# My man has OCD and ADHD....Having trouble getting him to "focus" in the bedroom....



## devilsgurl15 (Mar 8, 2012)

*My man has OCD and ADHD....Having trouble getting him to "focus" in the bedroom....*

Hi, my name is Krystle.... I'm 26 years old and my boyfriend, 33, are having some issues in the bedroom. He is an amazing lover, and seems to understand my needs and wants sexually, and is very good with putting my pleasure above his own.....but as much as I appreciate his commitment to pleasure me, I get frustrated with his ability to focus on the matter at hand. He has been diagnosed with OCD and ADHD, and because he is always so hyperactive, he has a very happy, bubbly personality, but it can become difficult when trying to talk out issues because he turns everything into a joke or trys to change the subject because he can't focus on the issue at hand.
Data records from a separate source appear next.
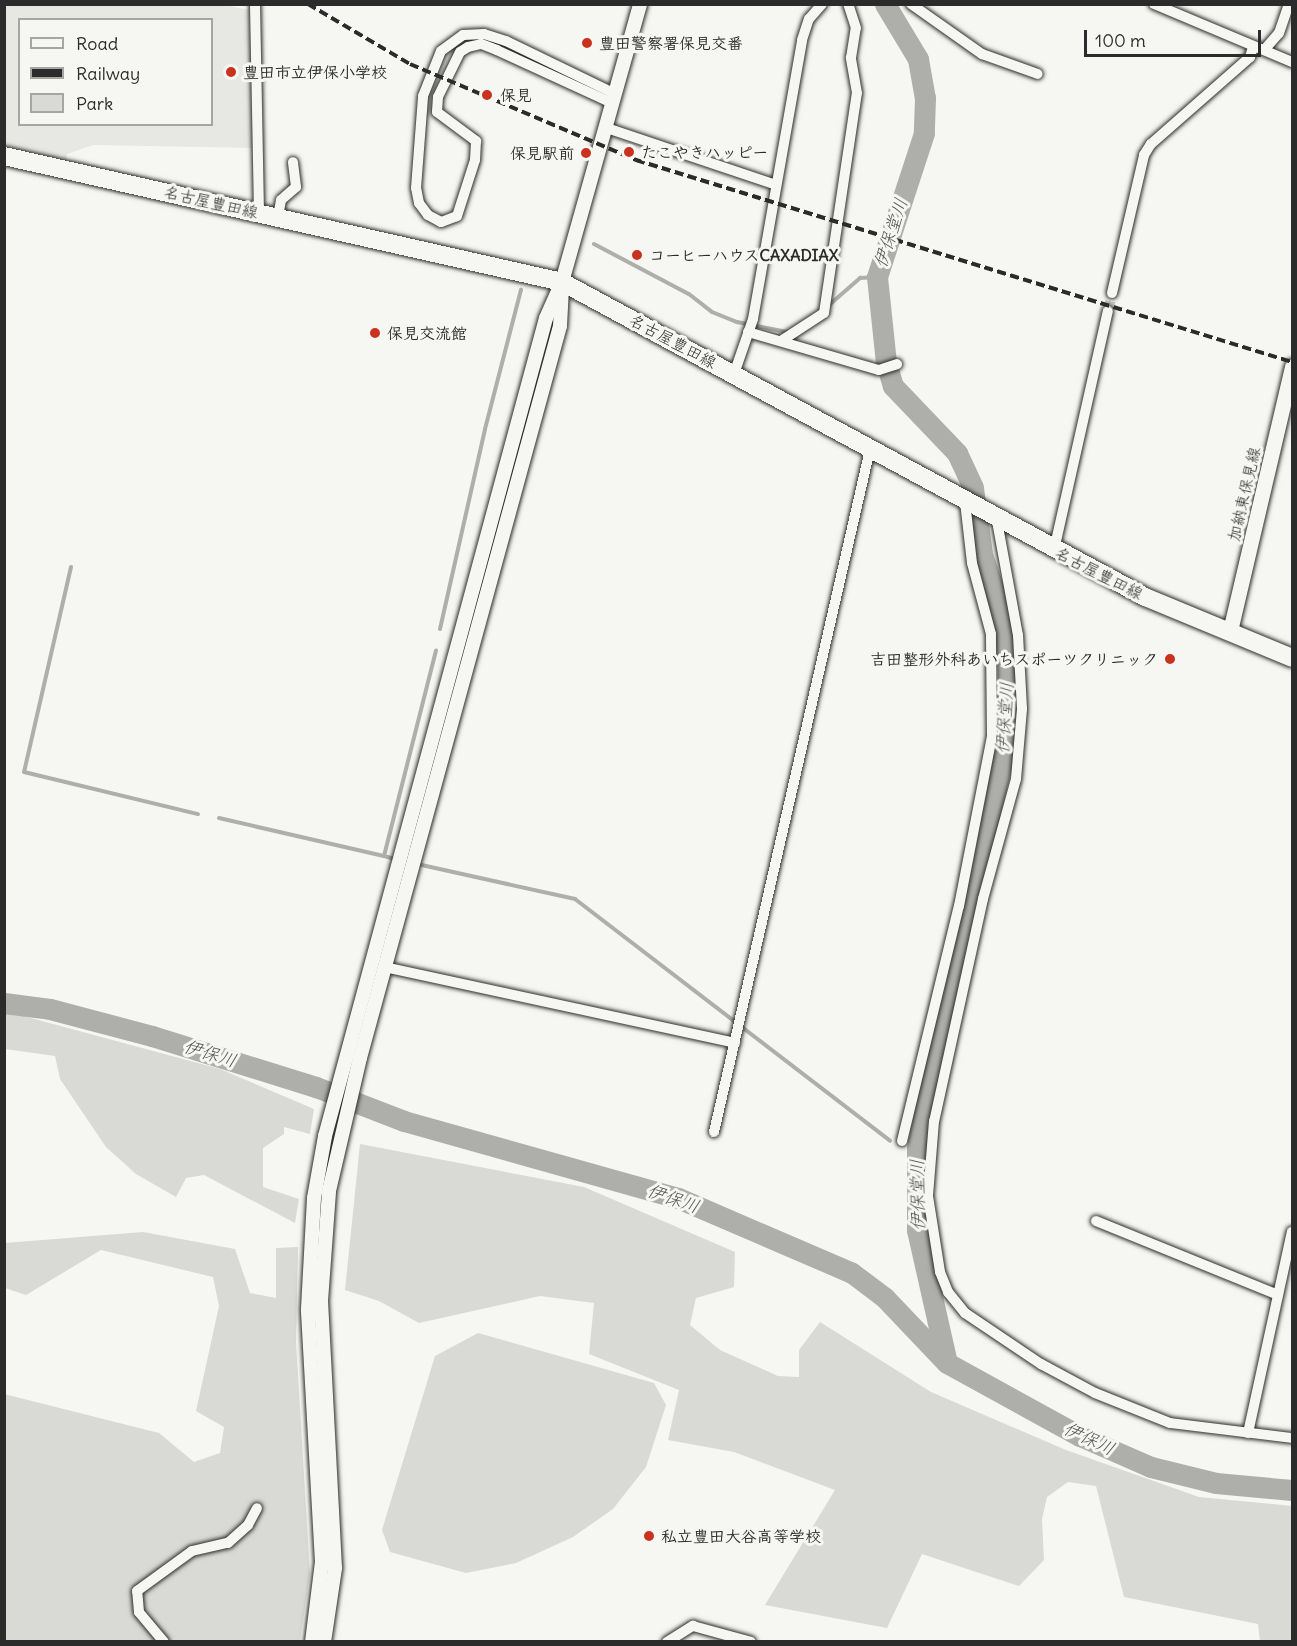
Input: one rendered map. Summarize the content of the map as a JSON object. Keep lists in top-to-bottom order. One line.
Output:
{"streets":{"main road":["名古屋豊田線","加納東保見線"]},"crossings":[["名古屋豊田線","加納東保見線"]],"water":["伊保堂川","伊保川"],"places":["豊田警察署保見交番","豊田市立伊保小学校","保見","たこやきハッピー","保見駅前","コーヒーハウスCAXADIAX","保見交流館","吉田整形外科あいちスポーツクリニック","私立豊田大谷高等学校"],"legend":["Road","Railway","Park"],"scale_bar":"100 m"}
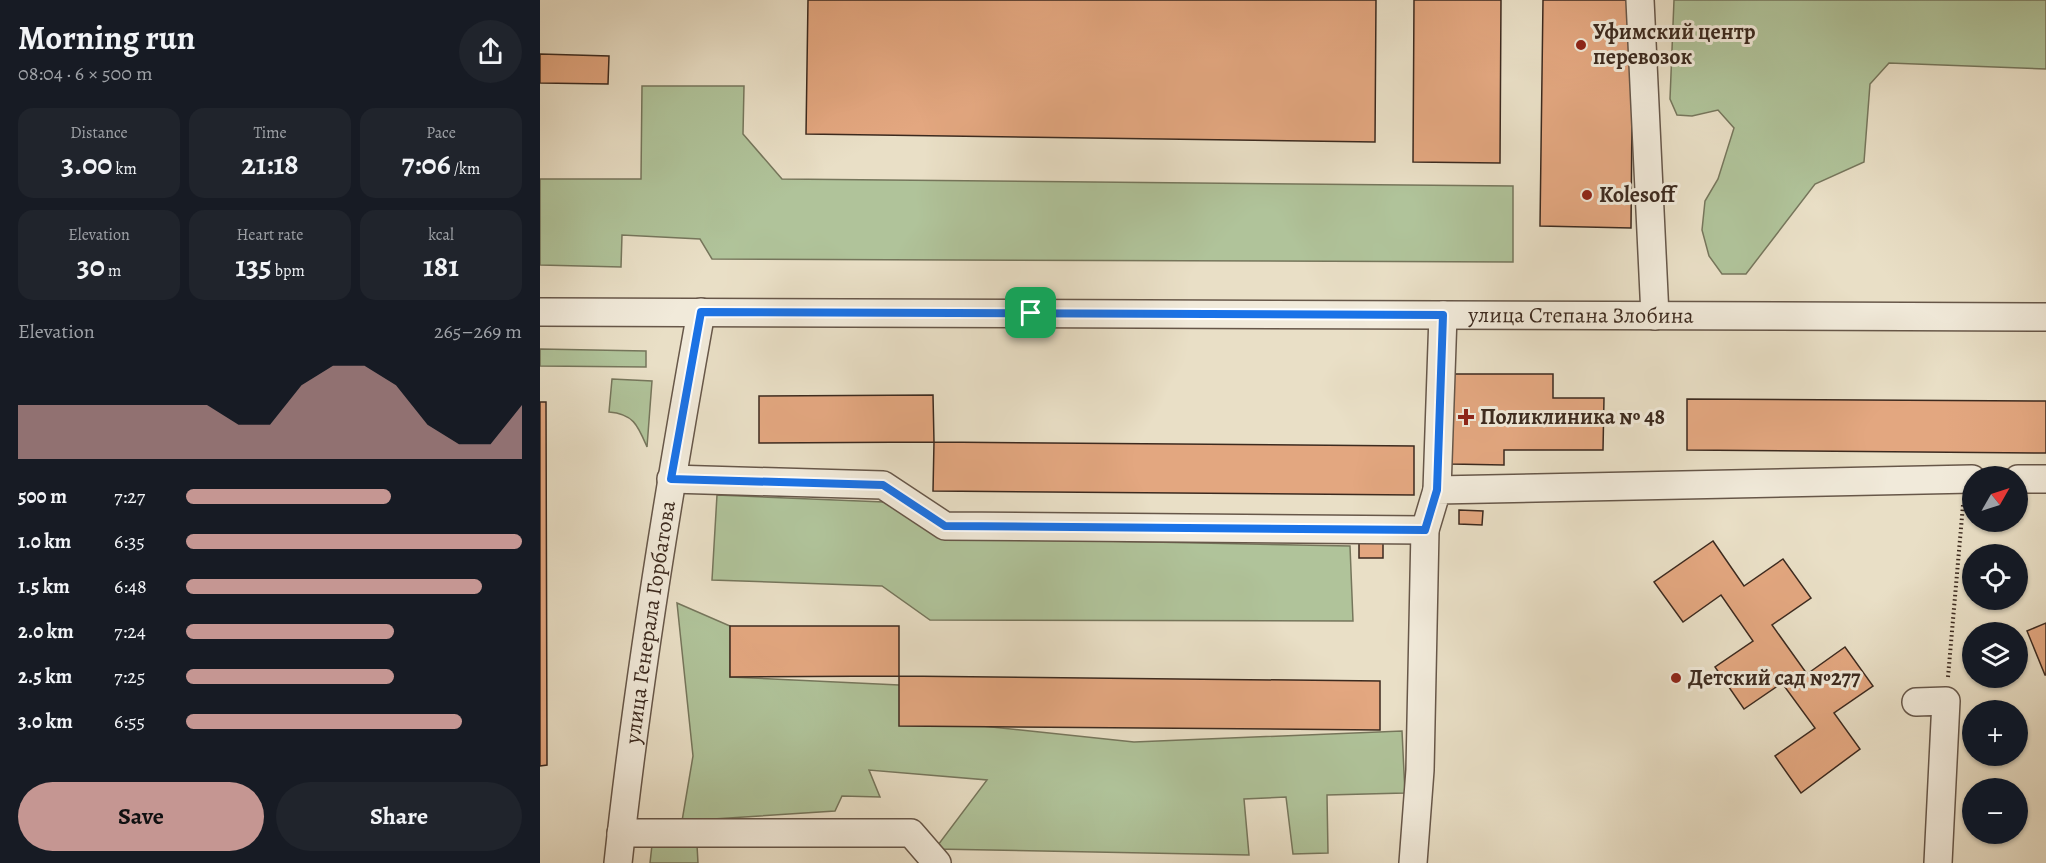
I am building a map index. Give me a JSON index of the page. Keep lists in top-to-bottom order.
{
  "streets": {
    "street": ["улица Степана Злобина", "улица Генерала Горбатова"]
  },
  "crossings": [
    ["улица Степана Злобина", "улица Генерала Горбатова"]
  ],
  "places": {
    "other": ["Уфимский центр перевозок", "Kolesoff", "Детский сад №277"],
    "health": ["Поликлиника № 48"]
  },
  "north": "top right",
  "page": {
    "heading": ["Morning run", "08:04 · 6 × 500 m"],
    "stats": [
      ["Distance", "3.00 km"],
      ["Time", "21:18"],
      ["Pace", "7:06 /km"],
      ["Elevation", "30 m"],
      ["Heart rate", "135 bpm"],
      ["kcal", "181"]
    ],
    "chart": ["Elevation", "265–269 m"],
    "map_buttons": ["+", "−"],
    "list": [
      {
        "name": "500 m",
        "note": "7:27"
      },
      {
        "name": "1.0 km",
        "note": "6:35"
      },
      {
        "name": "1.5 km",
        "note": "6:48"
      },
      {
        "name": "2.0 km",
        "note": "7:24"
      },
      {
        "name": "2.5 km",
        "note": "7:25"
      },
      {
        "name": "3.0 km",
        "note": "6:55"
      }
    ],
    "buttons": ["Save", "Share"]
  }
}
The other night while we were mid-coitus, he starts thinking of things and asking me about stuff that should NOT be what he's focusing on at the moment....he actually started bugging me about whether I remembered to put the chicken we had for dinner in the frig while I was about to orgasm.....needless to say, I never got there because I was so distracted by his utter lack of being in the moment with me. When I started up again (I was on top because he had worked all day and was tired) he thought I had kicked the blanket we have at the foot of the bed onto the floor. Because of his OCD, he has mini panic-attacks if the comforter or the blanket should touch the floor, because then it means it's not clean, and must be washed immediately. So while I'm in the middle of getting back in the mood, he literally pushed me off of him because he thought I accidentally knocked the blanket on the floor, which actually never moved from it's place on the foot of the bed. Then, because we had stopped, he lost his erection and that was that......I've tried to talk to him about my sexual frustration when he does things like this.....I said that I feel I must not be interesting enough to pay attention to while we're having sex because he seems to be thinking about everything else in the world except having sex with me.....Don't get me wrong, when I can get him to focus, he's amazing in bed, but I can't figure out what to do to get him to connect with me.....any suggestions? I've tried to light candles to set the mood......even tried giving him a massage to relax him, but his mind still seems to wonder.....


----------



## LaxUF (Feb 13, 2012)

*Re: My man has OCD and ADHD....Having trouble getting him to "focus" in the bedroom..*

He needs to see his doctor and have his meds changed. I may take some time to get the right Rx for his chemistry but it is worth the effort.


----------



## DvlsAdvc8 (Feb 15, 2012)

*Re: My man has OCD and ADHD....Having trouble getting him to "focus" in the bedroom..*

That's pretty interesting for a guy. I don't think I could manage to answer 2+2 correctly while having sex. A tornado could rip through the house and I wouldn't notice. The dopamine is flowing and nothing else exists. Its why you never notice she's shredding your back with her nails until you get in the shower (sting!!).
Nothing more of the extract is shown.